PSD deve eleger entre 8 e 11 deputados estaduais

Mário Flávio - 25.05.2026 às 18:56h

Com a governadora Raquel Lyra no comando estadual do PSD, o partido montou uma das chapas mais competitivas para deputado estadual em Pernambuco visando as eleições de 2026. Nos bastidores da política pernambucana, a avaliação é de que a legenda pode eleger entre oito e onze parlamentares para a Alepe, consolidando-se como uma das maiores forças proporcionais do estado.

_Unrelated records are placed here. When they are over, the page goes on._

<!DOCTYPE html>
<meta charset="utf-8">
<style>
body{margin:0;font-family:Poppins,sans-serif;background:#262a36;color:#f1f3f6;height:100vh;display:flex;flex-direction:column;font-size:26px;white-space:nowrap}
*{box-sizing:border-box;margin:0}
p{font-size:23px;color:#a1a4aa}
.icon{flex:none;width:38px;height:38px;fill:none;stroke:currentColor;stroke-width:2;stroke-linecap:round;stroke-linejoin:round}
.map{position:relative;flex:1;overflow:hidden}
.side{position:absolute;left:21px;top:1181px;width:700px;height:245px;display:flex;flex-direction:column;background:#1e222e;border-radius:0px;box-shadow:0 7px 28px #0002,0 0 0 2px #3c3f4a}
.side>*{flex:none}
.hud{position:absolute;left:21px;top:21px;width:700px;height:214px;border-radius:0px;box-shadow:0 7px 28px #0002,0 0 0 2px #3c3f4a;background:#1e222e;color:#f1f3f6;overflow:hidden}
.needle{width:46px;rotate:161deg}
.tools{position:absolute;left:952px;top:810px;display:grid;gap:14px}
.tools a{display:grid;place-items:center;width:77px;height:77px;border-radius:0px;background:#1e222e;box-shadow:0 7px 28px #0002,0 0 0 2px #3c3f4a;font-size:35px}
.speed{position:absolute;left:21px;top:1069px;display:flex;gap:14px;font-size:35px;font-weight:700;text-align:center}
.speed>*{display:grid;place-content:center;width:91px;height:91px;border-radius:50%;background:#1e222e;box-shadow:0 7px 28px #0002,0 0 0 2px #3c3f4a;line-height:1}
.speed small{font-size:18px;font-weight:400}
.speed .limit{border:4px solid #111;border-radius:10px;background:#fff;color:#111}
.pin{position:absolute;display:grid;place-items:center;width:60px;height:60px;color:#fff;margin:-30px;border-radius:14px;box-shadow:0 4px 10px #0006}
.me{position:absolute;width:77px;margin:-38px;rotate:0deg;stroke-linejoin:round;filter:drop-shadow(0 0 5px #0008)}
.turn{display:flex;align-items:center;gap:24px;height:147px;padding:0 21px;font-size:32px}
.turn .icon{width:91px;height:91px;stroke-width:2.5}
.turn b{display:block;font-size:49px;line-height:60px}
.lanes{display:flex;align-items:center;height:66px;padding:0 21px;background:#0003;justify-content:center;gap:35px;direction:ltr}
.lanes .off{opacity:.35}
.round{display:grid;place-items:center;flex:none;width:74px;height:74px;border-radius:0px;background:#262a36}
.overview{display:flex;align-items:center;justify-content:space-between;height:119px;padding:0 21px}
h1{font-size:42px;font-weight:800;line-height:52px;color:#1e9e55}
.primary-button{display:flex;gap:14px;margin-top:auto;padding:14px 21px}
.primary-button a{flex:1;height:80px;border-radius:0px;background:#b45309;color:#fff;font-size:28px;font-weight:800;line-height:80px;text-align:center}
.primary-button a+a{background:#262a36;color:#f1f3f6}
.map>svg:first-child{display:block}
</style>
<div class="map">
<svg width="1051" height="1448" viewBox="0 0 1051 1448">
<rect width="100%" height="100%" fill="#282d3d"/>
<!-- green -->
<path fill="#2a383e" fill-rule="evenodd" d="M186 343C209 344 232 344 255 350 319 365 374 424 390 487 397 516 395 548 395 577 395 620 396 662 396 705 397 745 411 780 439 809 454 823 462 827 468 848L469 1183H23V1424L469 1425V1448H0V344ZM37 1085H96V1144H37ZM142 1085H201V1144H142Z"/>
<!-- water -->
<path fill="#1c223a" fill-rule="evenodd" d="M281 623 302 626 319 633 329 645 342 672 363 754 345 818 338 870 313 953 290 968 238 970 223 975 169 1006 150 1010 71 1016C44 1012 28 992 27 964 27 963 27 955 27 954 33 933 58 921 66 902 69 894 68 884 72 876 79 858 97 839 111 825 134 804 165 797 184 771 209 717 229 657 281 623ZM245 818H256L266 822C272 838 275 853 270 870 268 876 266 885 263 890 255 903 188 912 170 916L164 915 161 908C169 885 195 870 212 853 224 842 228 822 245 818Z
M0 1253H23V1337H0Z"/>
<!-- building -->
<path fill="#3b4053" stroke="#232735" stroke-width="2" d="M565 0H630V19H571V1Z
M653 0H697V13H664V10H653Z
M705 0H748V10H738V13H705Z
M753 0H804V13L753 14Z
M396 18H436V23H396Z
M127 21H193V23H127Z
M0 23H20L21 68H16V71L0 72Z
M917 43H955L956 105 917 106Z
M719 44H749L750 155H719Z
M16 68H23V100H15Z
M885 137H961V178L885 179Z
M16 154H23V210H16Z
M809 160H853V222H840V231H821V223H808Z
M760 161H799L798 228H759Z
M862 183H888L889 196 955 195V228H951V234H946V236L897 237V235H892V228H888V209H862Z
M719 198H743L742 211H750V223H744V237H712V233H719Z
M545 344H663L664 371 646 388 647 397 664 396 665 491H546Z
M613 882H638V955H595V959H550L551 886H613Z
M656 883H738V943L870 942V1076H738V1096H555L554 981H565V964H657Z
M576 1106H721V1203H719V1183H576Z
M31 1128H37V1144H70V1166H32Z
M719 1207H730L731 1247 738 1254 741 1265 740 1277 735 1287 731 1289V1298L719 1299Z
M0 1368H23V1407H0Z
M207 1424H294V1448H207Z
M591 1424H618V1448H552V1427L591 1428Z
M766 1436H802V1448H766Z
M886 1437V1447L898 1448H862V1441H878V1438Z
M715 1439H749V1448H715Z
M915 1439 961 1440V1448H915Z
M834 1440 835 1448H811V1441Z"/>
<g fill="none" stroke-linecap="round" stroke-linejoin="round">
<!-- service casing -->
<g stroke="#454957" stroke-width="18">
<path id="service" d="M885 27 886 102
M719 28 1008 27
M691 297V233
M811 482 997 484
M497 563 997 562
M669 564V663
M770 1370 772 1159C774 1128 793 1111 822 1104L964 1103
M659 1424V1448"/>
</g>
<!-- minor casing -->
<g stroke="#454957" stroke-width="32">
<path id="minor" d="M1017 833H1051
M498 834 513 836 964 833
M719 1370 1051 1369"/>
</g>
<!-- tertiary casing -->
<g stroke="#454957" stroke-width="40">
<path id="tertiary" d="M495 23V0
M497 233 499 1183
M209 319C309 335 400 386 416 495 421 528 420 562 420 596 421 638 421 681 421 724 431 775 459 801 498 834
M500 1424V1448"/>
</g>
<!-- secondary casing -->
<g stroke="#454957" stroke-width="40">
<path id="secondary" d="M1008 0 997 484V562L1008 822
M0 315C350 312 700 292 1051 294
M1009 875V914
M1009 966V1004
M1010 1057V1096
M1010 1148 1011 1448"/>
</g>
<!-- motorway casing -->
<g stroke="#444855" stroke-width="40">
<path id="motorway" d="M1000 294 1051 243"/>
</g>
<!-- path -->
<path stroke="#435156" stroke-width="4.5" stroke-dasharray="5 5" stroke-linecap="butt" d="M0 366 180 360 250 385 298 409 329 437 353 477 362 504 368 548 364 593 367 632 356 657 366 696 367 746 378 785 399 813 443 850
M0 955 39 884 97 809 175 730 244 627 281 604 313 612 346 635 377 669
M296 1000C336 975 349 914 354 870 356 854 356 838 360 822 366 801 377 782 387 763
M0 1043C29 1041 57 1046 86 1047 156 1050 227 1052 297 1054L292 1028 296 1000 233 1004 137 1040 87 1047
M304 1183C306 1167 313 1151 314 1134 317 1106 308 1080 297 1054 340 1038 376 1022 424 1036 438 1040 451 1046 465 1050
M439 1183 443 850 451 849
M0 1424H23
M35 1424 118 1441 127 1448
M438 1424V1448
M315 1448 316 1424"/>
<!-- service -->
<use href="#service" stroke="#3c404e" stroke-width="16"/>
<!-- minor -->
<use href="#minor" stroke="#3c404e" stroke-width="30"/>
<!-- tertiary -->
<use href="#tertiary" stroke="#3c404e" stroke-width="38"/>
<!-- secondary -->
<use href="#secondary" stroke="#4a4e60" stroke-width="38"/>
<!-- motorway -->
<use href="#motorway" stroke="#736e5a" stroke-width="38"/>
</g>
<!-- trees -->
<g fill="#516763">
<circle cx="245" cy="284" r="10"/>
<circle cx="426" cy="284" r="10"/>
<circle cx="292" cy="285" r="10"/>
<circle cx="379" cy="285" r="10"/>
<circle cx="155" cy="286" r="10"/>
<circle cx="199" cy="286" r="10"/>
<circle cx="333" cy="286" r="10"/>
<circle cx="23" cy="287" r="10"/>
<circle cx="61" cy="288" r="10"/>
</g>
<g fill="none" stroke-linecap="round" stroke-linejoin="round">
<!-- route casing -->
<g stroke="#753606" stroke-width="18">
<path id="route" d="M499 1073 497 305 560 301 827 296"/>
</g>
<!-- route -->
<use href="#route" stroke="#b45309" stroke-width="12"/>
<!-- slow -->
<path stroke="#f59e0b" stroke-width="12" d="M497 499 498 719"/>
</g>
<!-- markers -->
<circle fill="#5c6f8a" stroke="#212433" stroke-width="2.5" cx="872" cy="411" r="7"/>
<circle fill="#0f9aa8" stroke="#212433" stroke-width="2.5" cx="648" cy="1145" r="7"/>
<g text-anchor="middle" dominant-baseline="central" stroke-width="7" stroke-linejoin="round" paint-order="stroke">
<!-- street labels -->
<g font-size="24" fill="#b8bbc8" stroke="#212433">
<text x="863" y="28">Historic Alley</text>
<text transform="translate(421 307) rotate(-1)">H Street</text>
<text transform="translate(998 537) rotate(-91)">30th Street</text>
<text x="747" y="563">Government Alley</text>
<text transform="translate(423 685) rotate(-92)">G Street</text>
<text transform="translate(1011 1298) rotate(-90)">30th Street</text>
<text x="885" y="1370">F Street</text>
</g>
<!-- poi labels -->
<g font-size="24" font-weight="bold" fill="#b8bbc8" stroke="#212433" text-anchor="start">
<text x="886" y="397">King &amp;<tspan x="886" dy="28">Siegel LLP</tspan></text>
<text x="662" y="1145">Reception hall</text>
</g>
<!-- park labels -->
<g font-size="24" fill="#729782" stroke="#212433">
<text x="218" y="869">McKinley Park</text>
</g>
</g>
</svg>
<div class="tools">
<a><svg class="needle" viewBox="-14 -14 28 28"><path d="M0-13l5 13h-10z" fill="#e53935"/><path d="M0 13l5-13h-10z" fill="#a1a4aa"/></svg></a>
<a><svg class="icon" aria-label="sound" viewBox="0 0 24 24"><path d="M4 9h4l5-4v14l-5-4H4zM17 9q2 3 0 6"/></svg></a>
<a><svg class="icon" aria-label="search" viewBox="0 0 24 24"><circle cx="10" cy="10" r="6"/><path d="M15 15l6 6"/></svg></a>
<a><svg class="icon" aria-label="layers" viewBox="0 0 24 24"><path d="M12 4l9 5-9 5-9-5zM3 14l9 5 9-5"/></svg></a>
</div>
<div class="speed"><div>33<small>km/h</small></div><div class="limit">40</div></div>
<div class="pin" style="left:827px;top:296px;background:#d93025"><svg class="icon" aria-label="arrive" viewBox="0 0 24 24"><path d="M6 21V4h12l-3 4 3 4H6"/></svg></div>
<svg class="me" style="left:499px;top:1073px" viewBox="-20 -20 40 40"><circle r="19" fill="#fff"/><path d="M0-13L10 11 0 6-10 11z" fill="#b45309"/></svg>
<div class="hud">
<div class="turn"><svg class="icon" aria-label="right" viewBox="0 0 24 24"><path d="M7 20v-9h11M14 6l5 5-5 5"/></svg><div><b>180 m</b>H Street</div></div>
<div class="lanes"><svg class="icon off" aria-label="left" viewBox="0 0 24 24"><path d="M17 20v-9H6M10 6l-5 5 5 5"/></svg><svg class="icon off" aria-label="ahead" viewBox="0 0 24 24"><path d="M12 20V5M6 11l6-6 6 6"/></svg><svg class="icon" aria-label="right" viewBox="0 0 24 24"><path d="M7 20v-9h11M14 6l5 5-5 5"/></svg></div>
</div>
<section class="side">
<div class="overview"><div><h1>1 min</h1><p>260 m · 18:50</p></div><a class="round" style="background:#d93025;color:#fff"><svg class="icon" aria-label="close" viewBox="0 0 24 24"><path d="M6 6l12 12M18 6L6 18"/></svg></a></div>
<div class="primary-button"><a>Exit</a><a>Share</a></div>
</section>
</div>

Desde que assumiu a presidência estadual da sigla, Raquel acelerou o processo de fortalecimento do partido, sob a coordenação de André Teixeira Filho, atraindo deputados estaduais, ex-prefeitos e lideranças regionais com forte densidade eleitoral. A estratégia do PSD foi montar uma chapa equilibrada, com candidatos competitivos em praticamente todas as regiões de Pernambuco.

O núcleo da chapa conta com deputados estaduais que já possuem mandato e estrutura consolidada. Estão no grupo nomes como Aglailson Victor, Romero Sales Filho, Débora Almeida, William Brigido, Antônio Moraes, Jarbas Filho e Joãozinho Tenório. A presença dos parlamentares garante capilaridade política ao partido e amplia o potencial de votos da legenda.

Além dos atuais deputados, o PSD reuniu nomes considerados altamente competitivos para a disputa proporcional. Um dos principais é o ex-prefeito de Santa Cruz do Capibaribe, Fábio Aragão, que deixou a gestão com forte aprovação política no Agreste. Outro nome apontado como competitivo é Janjão, ex-prefeito de Bom Jardim e liderança tradicional do Agreste Setentrional.

Na Região Metropolitana do Recife, o PSD aposta no capital político do ex-prefeito de Olinda, Professor Lupércio, além de Andréa Medeiros, primeira-dama de Jaboatão dos Guararapes e ligada ao grupo político do prefeito Mano Medeiros.

No Sertão, o partido conta com a força eleitoral do ex-prefeito de Araripina, Raimundo Pimentel, enquanto no Litoral Norte surge a candidatura de Zé de Irmã Têca, ex-prefeito de Itapissuma.

Em Caruaru, uma das apostas da legenda é Anderson Luiz, ex-secretário municipal que vai disputar a eleição com o apoio do prefeito Rodrigo Pinheiro. O movimento reforça a aproximação política entre o grupo caruaruense e a governadora Raquel Lyra dentro do PSD.

Outro nome lembrado nos bastidores da chapa é Davi Muniz, tratado internamente como uma candidatura com potencial de crescimento na Região Metropolitana. O nome da primeira-dama de Gravatá, Viviane Facundes também é uma das apostas da sigla de Gilberto Kassab.

Com nomes competitivos espalhados entre Agreste, Sertão, Zona da Mata e Região Metropolitana, o PSD entra na disputa proporcional com um desenho considerado robusto por analistas políticos e dirigentes partidários. A avaliação nos bastidores é de que a chapa foi construída para disputar protagonismo na Alepe e ampliar o espaço político do partido no estado a partir de 2027. A conferir.